§ **Work required**: Word for word, restate the lines from the one holding "m²</p><p>Upper Penang Road</p></div></li>" through the end of the data below, including both endpoints and nothing more.

»»

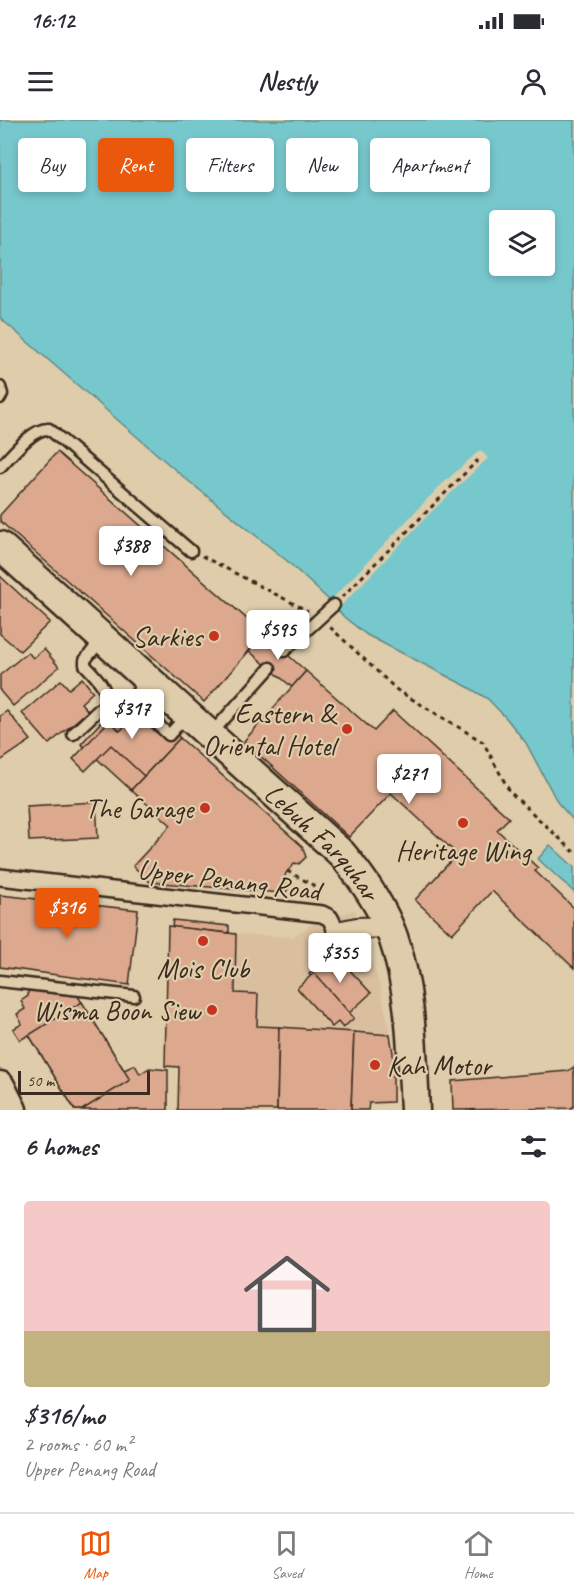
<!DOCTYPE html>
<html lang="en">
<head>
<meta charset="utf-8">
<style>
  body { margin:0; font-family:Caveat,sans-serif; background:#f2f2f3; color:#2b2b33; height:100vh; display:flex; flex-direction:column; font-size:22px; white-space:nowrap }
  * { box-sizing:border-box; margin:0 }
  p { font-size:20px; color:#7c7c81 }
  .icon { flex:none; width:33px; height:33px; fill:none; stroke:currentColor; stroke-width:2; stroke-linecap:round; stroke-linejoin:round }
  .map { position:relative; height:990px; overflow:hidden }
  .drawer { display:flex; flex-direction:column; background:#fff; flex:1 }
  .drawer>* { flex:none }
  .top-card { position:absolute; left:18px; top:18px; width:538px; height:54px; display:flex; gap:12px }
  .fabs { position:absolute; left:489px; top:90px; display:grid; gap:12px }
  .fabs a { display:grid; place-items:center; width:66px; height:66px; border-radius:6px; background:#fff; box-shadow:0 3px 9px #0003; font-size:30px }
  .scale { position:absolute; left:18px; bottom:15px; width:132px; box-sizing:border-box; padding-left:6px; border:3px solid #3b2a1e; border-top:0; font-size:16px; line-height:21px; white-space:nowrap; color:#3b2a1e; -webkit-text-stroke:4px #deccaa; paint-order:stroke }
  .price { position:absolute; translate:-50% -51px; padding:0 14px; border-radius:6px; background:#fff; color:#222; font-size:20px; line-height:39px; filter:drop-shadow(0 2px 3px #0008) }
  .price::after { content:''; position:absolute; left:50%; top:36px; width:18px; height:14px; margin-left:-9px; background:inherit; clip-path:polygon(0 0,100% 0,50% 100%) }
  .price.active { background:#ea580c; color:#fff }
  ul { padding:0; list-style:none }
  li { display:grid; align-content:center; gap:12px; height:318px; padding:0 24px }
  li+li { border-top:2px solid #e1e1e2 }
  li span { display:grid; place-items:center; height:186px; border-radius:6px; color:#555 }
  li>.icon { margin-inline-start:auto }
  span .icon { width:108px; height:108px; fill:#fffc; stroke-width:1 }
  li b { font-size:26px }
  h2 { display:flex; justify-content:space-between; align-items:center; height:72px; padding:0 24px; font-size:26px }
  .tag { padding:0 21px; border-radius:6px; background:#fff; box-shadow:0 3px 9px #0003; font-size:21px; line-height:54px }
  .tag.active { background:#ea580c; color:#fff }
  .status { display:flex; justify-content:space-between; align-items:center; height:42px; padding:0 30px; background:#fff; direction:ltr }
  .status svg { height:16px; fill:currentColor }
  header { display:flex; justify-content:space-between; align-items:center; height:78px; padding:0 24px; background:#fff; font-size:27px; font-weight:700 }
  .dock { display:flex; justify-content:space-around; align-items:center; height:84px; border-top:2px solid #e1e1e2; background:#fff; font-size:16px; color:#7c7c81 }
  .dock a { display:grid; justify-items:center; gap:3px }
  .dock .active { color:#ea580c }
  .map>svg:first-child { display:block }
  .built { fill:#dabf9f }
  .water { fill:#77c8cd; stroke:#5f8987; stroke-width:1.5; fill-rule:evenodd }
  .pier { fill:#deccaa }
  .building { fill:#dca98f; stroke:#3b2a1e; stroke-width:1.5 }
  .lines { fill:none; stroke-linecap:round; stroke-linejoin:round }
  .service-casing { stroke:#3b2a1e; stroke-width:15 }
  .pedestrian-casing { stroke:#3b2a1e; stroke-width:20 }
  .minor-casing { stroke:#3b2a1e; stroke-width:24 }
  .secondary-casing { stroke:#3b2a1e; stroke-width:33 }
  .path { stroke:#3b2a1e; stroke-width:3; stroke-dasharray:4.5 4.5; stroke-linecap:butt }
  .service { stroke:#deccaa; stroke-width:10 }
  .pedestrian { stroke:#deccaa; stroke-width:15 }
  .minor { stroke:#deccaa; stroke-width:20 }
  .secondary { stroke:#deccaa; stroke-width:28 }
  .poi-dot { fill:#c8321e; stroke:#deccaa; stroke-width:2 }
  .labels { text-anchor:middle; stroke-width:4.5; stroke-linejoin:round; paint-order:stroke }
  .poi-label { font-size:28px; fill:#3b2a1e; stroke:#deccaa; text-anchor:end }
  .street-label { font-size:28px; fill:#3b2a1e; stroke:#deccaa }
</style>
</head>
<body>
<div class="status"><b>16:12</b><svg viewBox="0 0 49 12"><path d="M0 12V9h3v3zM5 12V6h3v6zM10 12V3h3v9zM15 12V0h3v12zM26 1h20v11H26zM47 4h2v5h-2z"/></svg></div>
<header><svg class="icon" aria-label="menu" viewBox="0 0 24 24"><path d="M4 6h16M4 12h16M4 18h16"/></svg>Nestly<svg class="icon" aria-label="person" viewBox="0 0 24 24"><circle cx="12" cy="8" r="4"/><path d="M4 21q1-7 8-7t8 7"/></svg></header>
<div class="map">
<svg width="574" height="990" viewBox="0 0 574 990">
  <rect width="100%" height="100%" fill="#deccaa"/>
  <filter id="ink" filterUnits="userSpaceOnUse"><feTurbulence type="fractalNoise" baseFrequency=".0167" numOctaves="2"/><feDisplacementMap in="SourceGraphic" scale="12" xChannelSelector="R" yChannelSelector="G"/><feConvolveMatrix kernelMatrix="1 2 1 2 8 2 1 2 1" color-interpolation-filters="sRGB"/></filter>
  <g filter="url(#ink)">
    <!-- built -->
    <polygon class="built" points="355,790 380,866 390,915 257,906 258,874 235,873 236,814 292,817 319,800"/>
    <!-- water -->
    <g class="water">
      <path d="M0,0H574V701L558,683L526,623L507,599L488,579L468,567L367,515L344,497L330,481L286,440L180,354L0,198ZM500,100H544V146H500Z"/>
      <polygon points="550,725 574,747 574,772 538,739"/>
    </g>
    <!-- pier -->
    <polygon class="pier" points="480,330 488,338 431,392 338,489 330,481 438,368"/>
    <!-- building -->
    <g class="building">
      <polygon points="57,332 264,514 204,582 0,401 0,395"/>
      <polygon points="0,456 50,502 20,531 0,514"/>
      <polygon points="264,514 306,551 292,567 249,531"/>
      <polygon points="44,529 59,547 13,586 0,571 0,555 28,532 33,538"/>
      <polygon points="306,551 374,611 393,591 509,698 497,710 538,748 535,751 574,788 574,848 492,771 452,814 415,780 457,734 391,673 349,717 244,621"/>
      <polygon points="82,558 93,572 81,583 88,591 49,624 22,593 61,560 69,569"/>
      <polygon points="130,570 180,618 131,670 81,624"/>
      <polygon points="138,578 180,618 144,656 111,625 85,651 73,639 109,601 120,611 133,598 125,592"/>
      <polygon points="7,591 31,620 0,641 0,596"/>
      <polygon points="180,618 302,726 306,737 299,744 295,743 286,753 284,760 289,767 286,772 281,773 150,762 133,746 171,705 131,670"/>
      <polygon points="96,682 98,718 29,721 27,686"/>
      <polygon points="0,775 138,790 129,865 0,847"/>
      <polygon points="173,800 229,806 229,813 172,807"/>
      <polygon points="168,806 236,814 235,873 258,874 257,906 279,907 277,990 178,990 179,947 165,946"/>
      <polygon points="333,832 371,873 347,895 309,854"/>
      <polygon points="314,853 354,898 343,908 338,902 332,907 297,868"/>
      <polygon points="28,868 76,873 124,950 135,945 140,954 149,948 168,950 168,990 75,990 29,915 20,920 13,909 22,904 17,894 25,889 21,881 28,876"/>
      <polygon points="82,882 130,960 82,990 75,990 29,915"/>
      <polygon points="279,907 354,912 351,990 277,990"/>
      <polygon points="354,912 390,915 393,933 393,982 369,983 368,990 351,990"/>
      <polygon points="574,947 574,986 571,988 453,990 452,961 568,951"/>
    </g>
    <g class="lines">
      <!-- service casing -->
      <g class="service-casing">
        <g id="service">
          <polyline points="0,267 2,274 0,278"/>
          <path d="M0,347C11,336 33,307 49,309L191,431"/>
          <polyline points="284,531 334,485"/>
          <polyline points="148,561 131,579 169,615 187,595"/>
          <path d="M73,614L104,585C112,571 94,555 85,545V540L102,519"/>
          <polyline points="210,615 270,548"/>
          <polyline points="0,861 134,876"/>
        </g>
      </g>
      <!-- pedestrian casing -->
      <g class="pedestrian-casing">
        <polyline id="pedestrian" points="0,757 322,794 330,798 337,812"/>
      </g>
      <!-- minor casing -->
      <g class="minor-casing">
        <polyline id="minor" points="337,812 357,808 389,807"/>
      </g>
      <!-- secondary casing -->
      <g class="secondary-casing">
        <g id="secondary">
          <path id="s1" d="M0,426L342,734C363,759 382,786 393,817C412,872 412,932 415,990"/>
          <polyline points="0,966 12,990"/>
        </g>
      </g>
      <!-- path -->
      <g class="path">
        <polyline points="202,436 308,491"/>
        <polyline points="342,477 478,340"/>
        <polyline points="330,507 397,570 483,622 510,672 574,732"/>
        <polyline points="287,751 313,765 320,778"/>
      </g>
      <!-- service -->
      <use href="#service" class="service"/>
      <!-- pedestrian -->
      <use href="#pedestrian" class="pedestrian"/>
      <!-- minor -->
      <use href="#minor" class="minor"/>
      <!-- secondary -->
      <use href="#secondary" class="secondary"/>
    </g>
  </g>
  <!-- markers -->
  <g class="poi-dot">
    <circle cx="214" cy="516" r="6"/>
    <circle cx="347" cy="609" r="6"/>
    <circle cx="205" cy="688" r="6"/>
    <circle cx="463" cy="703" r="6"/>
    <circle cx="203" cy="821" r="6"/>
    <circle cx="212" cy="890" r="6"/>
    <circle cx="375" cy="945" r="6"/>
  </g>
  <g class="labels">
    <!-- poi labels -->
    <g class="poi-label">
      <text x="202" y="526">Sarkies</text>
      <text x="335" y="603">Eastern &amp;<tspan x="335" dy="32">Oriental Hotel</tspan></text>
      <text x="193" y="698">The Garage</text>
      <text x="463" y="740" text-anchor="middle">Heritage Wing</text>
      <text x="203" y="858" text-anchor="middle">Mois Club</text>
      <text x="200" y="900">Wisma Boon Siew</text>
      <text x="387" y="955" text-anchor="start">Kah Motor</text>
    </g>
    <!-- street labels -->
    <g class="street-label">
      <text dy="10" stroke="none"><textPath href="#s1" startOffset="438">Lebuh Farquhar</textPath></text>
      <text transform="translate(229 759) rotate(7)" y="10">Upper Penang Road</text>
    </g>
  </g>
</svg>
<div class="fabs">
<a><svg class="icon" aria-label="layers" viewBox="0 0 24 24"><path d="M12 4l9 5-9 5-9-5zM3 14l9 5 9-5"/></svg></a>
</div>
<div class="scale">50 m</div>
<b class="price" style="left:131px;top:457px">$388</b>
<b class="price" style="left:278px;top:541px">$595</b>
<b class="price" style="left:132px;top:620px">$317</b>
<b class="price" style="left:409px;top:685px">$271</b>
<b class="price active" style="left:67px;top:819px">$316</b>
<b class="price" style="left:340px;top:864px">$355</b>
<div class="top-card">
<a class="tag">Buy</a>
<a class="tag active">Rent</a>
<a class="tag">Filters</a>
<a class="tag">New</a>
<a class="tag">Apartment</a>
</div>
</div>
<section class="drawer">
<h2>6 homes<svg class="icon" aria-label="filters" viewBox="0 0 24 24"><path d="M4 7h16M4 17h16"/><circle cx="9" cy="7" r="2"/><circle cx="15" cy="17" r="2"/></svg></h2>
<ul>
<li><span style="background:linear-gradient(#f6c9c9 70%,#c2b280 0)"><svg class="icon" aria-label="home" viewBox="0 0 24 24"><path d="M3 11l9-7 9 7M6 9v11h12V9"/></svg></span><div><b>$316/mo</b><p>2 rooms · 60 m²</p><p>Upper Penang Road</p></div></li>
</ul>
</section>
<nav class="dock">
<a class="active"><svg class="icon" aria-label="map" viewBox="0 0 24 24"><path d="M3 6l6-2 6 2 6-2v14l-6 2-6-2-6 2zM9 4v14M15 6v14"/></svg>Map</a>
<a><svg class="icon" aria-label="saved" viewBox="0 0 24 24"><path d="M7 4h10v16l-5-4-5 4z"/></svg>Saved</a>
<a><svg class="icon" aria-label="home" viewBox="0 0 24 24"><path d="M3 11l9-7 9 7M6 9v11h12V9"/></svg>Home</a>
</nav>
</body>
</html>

««

§ **Result of the task**:
<li><span style="background:linear-gradient(#f6c9c9 70%,#c2b280 0)"><svg class="icon" aria-label="home" viewBox="0 0 24 24"><path d="M3 11l9-7 9 7M6 9v11h12V9"/></svg></span><div><b>$316/mo</b><p>2 rooms · 60 m²</p><p>Upper Penang Road</p></div></li>
</ul>
</section>
<nav class="dock">
<a class="active"><svg class="icon" aria-label="map" viewBox="0 0 24 24"><path d="M3 6l6-2 6 2 6-2v14l-6 2-6-2-6 2zM9 4v14M15 6v14"/></svg>Map</a>
<a><svg class="icon" aria-label="saved" viewBox="0 0 24 24"><path d="M7 4h10v16l-5-4-5 4z"/></svg>Saved</a>
<a><svg class="icon" aria-label="home" viewBox="0 0 24 24"><path d="M3 11l9-7 9 7M6 9v11h12V9"/></svg>Home</a>
</nav>
</body>
</html>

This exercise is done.